The lawsuit comes more than a year after the watchdog filed a citizen’s petition asking the agency to ban the 23mg dose and to warn doctors and patients against taking a 20mg dose – or combining lower 5m or 10mg pills. The petition also sought similar warnings on the generic version. The agency, however, has not acted on the petition and so Public Citizen maintains the agency violated the law (here is the lawsuit).

The petition argued that the only clinical trial submitted to the FDA for approval of the 23mg dose compared it to the 10mg dose, but failed to prove the higher dose was more effective. And in three of four tests, there was no significant difference between the doses on a cognitive or functional level. At the same time, the petition maintained the 23mg dose increased side effects such as a slowed pulse rate, nausea, vomiting, diarrhea, urinary incontinence, fatigue, dizziness, agitation, confusion and anorexia compared with the 10mg dose.
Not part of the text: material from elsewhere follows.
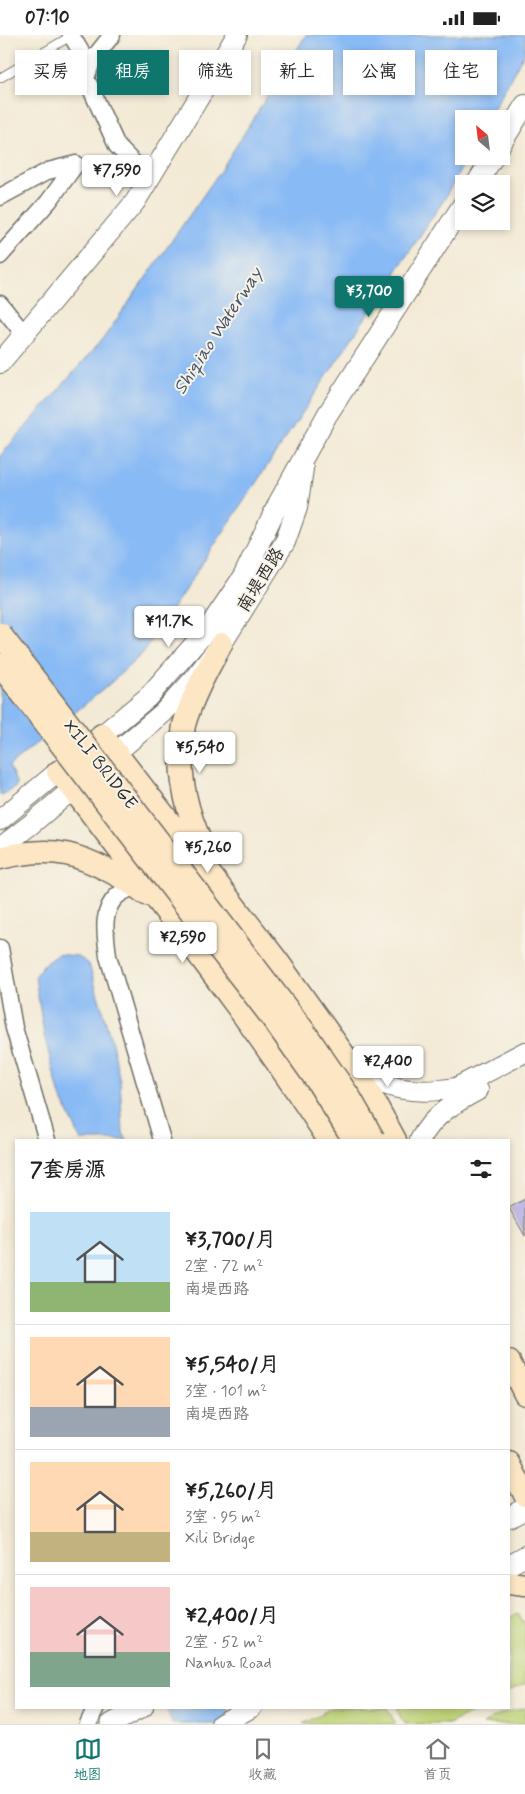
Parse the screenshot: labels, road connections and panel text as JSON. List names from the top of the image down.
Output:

There is allegedly more to the story, however. As we reported previously, two years ago, the FDA approved a higher dose of Aricept just a few months before the drug was due to lose patent protection. At the time, Pfizer (PFE) sold two versions of Aricept – a 5 mg dose and a 10 mg dose – but wanted to sell the 23 mg pill. The move was designed to provide an advantage over forthcoming generics that would allow patients to combine two 10 mg pills more cheaply.

As we wrote, Pfizer and the FDA agreed that approval would be granted if the 23 mg dose was superior to the existing 10 mg dose on both a cognitive and a global functioning measure. However, an article earlier this year in BMJ charged the approval was made “only over the objections of the FDA’s medical and statistical reviewers” and, therefore, “breached the FDA’s own regulatory standard” and led to “incomplete and distorted messages” about the drug (back story).

The FDA documents indicate the higher dose did improve cognitive functioning, but not overall functioning, which would suggest the cognitive difference was actually not meaningful. The BMJ paper previously charged that the primary FDA medical reviewer recommended the application to market a 23mg dose should have been denied, but the recommendation was rejected by Rusty Katz, the director of the FDA’s Division of Neurology Products.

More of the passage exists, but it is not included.